How to evaluate dimensionality reduction technique?

Question

I have a dataset of NxM data in binary form. I apply a variety of dimensionality techniques on it and I plot the first two dimensions. This is how I get an intuition of whether the technique is suitable for my dataset or not. Is there a more appropriate/methodical/heuristic/formal way to test the suitability of the dimensionality reduction techniques I use?

Answer 1

The main purpose of applying dimensionality reduction on data is to capture the original data's distribution as much as possible even after the dimensionality reduction. Therefore, we want to make sure that we capture the variance of the data as much as we can.

Let's say you have a N*N matrix, and we perform SVD (Singular Value Decomposition) on X. Then, we'll observe the singular values, the diagonal entries in the resulting S matrix. (X = USV)

And you want to cut them off at some index K based on the desired percentage variance captured:

∑ _i=1 ^K sigma(i) / ∑ _i=1 ^N sigma(i)

If you select the first K columns of U, then you are reducing your original N-dimension to K-dimension.

Answer 2

You could use SOM technique to be able to see several dims in two dimensions. There are other techniques also, I will update the answer if I can remember their name, but I am used to SOM.

You can find one good SOM toolbox for matlab clicking here.

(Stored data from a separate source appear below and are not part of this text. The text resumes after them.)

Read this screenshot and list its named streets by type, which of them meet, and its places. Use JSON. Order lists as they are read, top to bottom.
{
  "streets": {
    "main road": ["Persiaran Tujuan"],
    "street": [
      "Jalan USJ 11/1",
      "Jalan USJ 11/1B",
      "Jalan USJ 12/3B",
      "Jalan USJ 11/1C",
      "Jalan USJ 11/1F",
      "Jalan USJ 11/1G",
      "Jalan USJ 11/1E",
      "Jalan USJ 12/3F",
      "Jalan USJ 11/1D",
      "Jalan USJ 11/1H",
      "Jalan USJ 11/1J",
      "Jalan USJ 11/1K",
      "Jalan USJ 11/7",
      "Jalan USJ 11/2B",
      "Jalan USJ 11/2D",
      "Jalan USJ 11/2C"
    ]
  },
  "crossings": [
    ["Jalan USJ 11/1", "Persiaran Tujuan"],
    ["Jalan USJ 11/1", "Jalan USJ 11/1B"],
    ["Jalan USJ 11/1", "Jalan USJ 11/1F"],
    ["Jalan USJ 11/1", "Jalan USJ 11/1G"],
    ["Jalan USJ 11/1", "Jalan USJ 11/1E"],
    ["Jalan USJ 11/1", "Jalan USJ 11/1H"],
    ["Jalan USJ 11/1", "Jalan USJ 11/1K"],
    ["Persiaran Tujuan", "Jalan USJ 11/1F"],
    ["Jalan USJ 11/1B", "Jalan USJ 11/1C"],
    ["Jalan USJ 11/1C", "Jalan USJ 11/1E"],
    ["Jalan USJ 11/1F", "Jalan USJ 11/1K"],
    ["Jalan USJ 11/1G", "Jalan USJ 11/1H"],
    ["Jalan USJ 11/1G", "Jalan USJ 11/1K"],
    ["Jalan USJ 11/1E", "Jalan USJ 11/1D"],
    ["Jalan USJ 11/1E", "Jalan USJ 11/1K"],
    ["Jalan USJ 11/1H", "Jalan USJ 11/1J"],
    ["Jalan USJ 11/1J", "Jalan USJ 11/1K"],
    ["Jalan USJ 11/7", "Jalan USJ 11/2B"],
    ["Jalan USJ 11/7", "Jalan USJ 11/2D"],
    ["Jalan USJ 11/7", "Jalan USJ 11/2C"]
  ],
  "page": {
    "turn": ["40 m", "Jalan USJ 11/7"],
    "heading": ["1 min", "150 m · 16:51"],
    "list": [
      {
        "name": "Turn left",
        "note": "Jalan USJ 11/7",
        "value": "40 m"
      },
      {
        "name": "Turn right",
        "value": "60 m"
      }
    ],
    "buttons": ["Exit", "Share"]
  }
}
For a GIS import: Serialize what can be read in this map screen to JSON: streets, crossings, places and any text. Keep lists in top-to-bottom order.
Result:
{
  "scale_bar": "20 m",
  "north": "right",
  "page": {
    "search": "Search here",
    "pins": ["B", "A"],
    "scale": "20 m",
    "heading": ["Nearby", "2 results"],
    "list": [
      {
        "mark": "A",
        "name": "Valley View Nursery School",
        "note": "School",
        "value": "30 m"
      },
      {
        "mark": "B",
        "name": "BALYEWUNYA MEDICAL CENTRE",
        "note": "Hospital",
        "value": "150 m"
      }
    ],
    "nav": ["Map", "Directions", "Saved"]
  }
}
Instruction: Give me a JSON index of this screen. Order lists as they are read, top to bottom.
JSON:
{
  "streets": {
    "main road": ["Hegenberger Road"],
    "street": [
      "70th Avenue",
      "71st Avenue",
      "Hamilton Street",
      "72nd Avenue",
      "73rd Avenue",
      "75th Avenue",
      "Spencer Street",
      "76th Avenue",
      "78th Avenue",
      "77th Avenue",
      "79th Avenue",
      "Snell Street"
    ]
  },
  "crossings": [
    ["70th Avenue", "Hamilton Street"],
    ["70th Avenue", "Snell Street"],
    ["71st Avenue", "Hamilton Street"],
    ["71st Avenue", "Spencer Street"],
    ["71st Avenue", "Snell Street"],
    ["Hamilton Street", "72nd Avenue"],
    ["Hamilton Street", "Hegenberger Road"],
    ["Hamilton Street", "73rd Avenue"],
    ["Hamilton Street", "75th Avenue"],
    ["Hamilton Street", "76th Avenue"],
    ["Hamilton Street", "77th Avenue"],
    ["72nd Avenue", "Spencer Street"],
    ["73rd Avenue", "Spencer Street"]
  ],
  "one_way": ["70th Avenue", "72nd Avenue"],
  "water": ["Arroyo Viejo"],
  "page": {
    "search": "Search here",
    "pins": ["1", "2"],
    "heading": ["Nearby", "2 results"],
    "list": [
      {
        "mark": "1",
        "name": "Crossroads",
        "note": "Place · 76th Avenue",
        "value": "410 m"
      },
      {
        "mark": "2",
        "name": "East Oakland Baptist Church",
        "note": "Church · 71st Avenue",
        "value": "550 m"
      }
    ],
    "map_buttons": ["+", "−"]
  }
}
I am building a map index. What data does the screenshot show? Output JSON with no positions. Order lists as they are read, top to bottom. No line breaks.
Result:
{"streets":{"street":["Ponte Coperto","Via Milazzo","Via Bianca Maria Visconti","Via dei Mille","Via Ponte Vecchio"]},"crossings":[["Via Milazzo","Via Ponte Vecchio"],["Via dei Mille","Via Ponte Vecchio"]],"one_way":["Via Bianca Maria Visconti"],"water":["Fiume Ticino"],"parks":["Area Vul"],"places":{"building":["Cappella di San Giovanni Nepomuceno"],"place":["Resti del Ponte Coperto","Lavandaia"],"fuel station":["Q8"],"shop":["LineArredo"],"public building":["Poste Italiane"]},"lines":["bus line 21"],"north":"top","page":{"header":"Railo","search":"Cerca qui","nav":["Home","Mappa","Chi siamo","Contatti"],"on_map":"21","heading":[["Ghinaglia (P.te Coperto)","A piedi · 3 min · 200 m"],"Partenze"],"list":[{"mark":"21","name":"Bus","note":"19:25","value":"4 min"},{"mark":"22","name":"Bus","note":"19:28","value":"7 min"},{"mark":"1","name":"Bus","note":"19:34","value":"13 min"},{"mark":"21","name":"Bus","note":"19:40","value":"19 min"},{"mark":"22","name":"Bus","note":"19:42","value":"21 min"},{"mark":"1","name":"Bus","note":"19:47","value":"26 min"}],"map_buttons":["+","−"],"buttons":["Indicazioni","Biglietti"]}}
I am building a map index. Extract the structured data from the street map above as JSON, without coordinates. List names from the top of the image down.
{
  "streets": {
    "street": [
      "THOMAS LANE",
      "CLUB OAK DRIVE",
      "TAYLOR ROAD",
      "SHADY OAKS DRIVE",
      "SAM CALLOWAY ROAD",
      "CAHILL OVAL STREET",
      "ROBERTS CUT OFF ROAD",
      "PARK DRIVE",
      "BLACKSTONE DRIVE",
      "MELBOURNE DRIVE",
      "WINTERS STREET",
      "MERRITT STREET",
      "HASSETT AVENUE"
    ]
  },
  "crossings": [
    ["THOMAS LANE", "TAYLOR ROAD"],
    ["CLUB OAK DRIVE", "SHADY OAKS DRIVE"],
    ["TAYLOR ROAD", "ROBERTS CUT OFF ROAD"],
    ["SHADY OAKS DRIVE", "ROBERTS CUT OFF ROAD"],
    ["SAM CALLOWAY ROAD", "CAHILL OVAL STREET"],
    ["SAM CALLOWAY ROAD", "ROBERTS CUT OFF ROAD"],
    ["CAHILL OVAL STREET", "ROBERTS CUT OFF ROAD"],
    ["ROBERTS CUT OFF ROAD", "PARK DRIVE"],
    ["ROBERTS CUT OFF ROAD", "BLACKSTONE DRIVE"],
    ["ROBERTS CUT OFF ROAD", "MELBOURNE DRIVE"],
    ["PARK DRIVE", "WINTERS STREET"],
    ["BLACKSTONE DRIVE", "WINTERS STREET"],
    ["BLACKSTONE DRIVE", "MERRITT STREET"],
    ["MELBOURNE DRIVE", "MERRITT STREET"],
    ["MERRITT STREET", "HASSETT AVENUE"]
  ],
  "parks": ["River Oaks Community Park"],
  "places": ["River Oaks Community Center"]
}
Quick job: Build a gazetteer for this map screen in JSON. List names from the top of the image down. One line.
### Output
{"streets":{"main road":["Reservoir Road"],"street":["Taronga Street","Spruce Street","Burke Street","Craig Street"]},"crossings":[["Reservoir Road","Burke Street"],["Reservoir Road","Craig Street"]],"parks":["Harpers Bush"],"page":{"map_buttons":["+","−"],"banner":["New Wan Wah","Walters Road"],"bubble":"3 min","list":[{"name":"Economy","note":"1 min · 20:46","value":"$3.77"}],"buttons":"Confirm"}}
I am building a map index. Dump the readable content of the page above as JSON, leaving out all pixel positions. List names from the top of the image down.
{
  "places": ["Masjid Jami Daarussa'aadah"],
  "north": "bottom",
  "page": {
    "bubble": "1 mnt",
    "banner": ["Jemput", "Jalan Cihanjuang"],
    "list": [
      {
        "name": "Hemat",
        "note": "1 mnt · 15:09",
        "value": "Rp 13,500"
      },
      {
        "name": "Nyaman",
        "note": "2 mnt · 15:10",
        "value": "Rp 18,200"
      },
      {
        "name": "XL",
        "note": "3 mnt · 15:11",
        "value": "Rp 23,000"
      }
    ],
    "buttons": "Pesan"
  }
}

This helps you to visualize, but the evaluation should use an efficiency meter that measure what is important for your dimension reduction (the SOM itself may be used as a dimension reduction technique). What is important, to compress data with minimal loss? To compress data as most as possible? To represent data in a visible way? You can probably measure the techniques efficiency without needing to see how did them changed the data space representation, all you need is a good function to measure how good your technique is.